Try it
Write out every line below with no difference at all.
--------------------------------
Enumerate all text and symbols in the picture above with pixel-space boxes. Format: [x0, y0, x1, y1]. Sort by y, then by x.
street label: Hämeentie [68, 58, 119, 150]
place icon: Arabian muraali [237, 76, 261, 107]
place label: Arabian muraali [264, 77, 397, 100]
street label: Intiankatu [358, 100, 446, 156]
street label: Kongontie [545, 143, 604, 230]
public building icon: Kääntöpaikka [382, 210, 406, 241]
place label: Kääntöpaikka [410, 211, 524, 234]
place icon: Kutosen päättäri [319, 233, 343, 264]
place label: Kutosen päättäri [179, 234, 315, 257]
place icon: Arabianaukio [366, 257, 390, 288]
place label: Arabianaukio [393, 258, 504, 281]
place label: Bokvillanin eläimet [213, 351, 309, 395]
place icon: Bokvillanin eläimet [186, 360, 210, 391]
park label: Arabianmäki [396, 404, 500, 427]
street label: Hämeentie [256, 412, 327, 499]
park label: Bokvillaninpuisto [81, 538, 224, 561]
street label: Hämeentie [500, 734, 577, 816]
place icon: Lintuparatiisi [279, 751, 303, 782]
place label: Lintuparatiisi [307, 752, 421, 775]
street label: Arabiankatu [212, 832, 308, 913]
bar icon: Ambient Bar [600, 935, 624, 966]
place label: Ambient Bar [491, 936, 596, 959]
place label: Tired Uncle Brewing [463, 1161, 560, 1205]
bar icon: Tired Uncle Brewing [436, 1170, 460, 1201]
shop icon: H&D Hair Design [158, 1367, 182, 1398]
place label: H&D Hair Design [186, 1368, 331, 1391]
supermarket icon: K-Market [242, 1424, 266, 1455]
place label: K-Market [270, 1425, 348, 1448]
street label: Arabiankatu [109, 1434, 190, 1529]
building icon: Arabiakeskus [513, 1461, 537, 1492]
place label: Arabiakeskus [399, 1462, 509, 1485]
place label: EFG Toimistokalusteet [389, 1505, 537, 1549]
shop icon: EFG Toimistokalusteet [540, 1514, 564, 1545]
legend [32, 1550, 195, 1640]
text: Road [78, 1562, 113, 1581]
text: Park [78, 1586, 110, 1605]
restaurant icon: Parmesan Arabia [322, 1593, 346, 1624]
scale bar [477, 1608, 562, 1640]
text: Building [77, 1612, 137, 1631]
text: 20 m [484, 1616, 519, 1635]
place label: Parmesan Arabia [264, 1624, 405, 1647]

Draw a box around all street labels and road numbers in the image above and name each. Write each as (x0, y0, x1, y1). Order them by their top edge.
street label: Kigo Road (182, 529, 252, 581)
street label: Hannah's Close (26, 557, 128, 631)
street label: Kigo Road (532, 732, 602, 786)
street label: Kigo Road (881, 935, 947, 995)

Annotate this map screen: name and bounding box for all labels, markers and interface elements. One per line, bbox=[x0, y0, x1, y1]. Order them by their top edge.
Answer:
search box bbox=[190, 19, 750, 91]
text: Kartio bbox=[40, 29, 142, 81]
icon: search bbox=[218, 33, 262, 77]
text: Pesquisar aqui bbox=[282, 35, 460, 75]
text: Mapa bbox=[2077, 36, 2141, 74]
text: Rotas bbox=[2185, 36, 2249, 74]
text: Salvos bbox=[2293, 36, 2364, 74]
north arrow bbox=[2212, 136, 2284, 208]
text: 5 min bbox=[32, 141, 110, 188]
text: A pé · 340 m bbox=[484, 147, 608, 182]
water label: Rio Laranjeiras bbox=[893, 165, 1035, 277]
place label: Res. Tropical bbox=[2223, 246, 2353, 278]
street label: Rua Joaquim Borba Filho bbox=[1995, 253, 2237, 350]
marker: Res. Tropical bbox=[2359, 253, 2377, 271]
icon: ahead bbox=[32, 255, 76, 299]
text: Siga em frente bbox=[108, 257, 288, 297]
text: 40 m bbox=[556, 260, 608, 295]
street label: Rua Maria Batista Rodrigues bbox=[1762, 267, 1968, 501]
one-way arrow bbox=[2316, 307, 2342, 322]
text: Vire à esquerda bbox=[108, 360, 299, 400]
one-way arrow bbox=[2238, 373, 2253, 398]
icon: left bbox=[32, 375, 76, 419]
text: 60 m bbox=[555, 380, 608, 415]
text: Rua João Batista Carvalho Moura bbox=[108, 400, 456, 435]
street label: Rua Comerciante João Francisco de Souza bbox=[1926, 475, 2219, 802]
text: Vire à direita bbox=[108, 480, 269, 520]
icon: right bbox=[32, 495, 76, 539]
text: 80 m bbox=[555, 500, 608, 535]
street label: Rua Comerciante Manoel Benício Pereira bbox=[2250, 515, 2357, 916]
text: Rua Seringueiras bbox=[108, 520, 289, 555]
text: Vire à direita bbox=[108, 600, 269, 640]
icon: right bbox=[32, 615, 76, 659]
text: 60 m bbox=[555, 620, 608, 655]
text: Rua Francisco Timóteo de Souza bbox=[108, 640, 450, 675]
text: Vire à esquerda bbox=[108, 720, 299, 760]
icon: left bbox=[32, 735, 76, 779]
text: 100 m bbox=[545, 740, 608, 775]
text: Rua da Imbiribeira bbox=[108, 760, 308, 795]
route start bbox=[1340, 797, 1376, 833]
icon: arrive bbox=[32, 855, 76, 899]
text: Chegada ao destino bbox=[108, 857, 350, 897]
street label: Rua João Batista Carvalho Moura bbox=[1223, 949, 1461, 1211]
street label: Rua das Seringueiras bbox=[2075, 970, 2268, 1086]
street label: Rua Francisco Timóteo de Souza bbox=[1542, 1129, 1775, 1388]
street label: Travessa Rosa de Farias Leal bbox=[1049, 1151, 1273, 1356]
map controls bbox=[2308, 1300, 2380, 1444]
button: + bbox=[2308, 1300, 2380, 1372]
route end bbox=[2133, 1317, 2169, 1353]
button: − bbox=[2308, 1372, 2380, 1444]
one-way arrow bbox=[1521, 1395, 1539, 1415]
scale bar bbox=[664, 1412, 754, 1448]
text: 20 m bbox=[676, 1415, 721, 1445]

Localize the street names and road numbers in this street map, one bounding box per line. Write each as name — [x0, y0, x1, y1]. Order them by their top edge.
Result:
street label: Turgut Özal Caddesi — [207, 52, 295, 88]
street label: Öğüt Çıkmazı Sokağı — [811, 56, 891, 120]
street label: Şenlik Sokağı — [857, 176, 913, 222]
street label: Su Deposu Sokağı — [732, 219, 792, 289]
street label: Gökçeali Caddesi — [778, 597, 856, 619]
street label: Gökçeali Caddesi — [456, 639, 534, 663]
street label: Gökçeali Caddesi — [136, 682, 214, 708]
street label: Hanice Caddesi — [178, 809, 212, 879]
--------------------------------
Worked solution
Enumerate all text and symbols in the picture above with pixel-space boxes. Format: [x0, y0, x1, y1]. Sort by y, then by x.
street label: Hämeentie [68, 58, 119, 150]
place icon: Arabian muraali [237, 76, 261, 107]
place label: Arabian muraali [264, 77, 397, 100]
street label: Intiankatu [358, 100, 446, 156]
street label: Kongontie [545, 143, 604, 230]
public building icon: Kääntöpaikka [382, 210, 406, 241]
place label: Kääntöpaikka [410, 211, 524, 234]
place icon: Kutosen päättäri [319, 233, 343, 264]
place label: Kutosen päättäri [179, 234, 315, 257]
place icon: Arabianaukio [366, 257, 390, 288]
place label: Arabianaukio [393, 258, 504, 281]
place label: Bokvillanin eläimet [213, 351, 309, 395]
place icon: Bokvillanin eläimet [186, 360, 210, 391]
park label: Arabianmäki [396, 404, 500, 427]
street label: Hämeentie [256, 412, 327, 499]
park label: Bokvillaninpuisto [81, 538, 224, 561]
street label: Hämeentie [500, 734, 577, 816]
place icon: Lintuparatiisi [279, 751, 303, 782]
place label: Lintuparatiisi [307, 752, 421, 775]
street label: Arabiankatu [212, 832, 308, 913]
bar icon: Ambient Bar [600, 935, 624, 966]
place label: Ambient Bar [491, 936, 596, 959]
place label: Tired Uncle Brewing [463, 1161, 560, 1205]
bar icon: Tired Uncle Brewing [436, 1170, 460, 1201]
shop icon: H&D Hair Design [158, 1367, 182, 1398]
place label: H&D Hair Design [186, 1368, 331, 1391]
supermarket icon: K-Market [242, 1424, 266, 1455]
place label: K-Market [270, 1425, 348, 1448]
street label: Arabiankatu [109, 1434, 190, 1529]
building icon: Arabiakeskus [513, 1461, 537, 1492]
place label: Arabiakeskus [399, 1462, 509, 1485]
place label: EFG Toimistokalusteet [389, 1505, 537, 1549]
shop icon: EFG Toimistokalusteet [540, 1514, 564, 1545]
legend [32, 1550, 195, 1640]
text: Road [78, 1562, 113, 1581]
text: Park [78, 1586, 110, 1605]
restaurant icon: Parmesan Arabia [322, 1593, 346, 1624]
scale bar [477, 1608, 562, 1640]
text: Building [77, 1612, 137, 1631]
text: 20 m [484, 1616, 519, 1635]
place label: Parmesan Arabia [264, 1624, 405, 1647]

Draw a box around all street labels and road numbers in the image above and name each. Write each as (x0, y0, x1, y1). Order them by their top edge.
street label: Kigo Road (182, 529, 252, 581)
street label: Hannah's Close (26, 557, 128, 631)
street label: Kigo Road (532, 732, 602, 786)
street label: Kigo Road (881, 935, 947, 995)

Annotate this map screen: name and bounding box for all labels, markers and interface elements. One per line, bbox=[x0, y0, x1, y1]. Order them by their top edge.
Answer:
search box bbox=[190, 19, 750, 91]
text: Kartio bbox=[40, 29, 142, 81]
icon: search bbox=[218, 33, 262, 77]
text: Pesquisar aqui bbox=[282, 35, 460, 75]
text: Mapa bbox=[2077, 36, 2141, 74]
text: Rotas bbox=[2185, 36, 2249, 74]
text: Salvos bbox=[2293, 36, 2364, 74]
north arrow bbox=[2212, 136, 2284, 208]
text: 5 min bbox=[32, 141, 110, 188]
text: A pé · 340 m bbox=[484, 147, 608, 182]
water label: Rio Laranjeiras bbox=[893, 165, 1035, 277]
place label: Res. Tropical bbox=[2223, 246, 2353, 278]
street label: Rua Joaquim Borba Filho bbox=[1995, 253, 2237, 350]
marker: Res. Tropical bbox=[2359, 253, 2377, 271]
icon: ahead bbox=[32, 255, 76, 299]
text: Siga em frente bbox=[108, 257, 288, 297]
text: 40 m bbox=[556, 260, 608, 295]
street label: Rua Maria Batista Rodrigues bbox=[1762, 267, 1968, 501]
one-way arrow bbox=[2316, 307, 2342, 322]
text: Vire à esquerda bbox=[108, 360, 299, 400]
one-way arrow bbox=[2238, 373, 2253, 398]
icon: left bbox=[32, 375, 76, 419]
text: 60 m bbox=[555, 380, 608, 415]
text: Rua João Batista Carvalho Moura bbox=[108, 400, 456, 435]
street label: Rua Comerciante João Francisco de Souza bbox=[1926, 475, 2219, 802]
text: Vire à direita bbox=[108, 480, 269, 520]
icon: right bbox=[32, 495, 76, 539]
text: 80 m bbox=[555, 500, 608, 535]
street label: Rua Comerciante Manoel Benício Pereira bbox=[2250, 515, 2357, 916]
text: Rua Seringueiras bbox=[108, 520, 289, 555]
text: Vire à direita bbox=[108, 600, 269, 640]
icon: right bbox=[32, 615, 76, 659]
text: 60 m bbox=[555, 620, 608, 655]
text: Rua Francisco Timóteo de Souza bbox=[108, 640, 450, 675]
text: Vire à esquerda bbox=[108, 720, 299, 760]
icon: left bbox=[32, 735, 76, 779]
text: 100 m bbox=[545, 740, 608, 775]
text: Rua da Imbiribeira bbox=[108, 760, 308, 795]
route start bbox=[1340, 797, 1376, 833]
icon: arrive bbox=[32, 855, 76, 899]
text: Chegada ao destino bbox=[108, 857, 350, 897]
street label: Rua João Batista Carvalho Moura bbox=[1223, 949, 1461, 1211]
street label: Rua das Seringueiras bbox=[2075, 970, 2268, 1086]
street label: Rua Francisco Timóteo de Souza bbox=[1542, 1129, 1775, 1388]
street label: Travessa Rosa de Farias Leal bbox=[1049, 1151, 1273, 1356]
map controls bbox=[2308, 1300, 2380, 1444]
button: + bbox=[2308, 1300, 2380, 1372]
route end bbox=[2133, 1317, 2169, 1353]
button: − bbox=[2308, 1372, 2380, 1444]
one-way arrow bbox=[1521, 1395, 1539, 1415]
scale bar bbox=[664, 1412, 754, 1448]
text: 20 m bbox=[676, 1415, 721, 1445]

Localize the street names and road numbers in this street map, one bounding box per line. Write each as name — [x0, y0, x1, y1]. Order them by their top edge.
Result:
street label: Turgut Özal Caddesi — [207, 52, 295, 88]
street label: Öğüt Çıkmazı Sokağı — [811, 56, 891, 120]
street label: Şenlik Sokağı — [857, 176, 913, 222]
street label: Su Deposu Sokağı — [732, 219, 792, 289]
street label: Gökçeali Caddesi — [778, 597, 856, 619]
street label: Gökçeali Caddesi — [456, 639, 534, 663]
street label: Gökçeali Caddesi — [136, 682, 214, 708]
street label: Hanice Caddesi — [178, 809, 212, 879]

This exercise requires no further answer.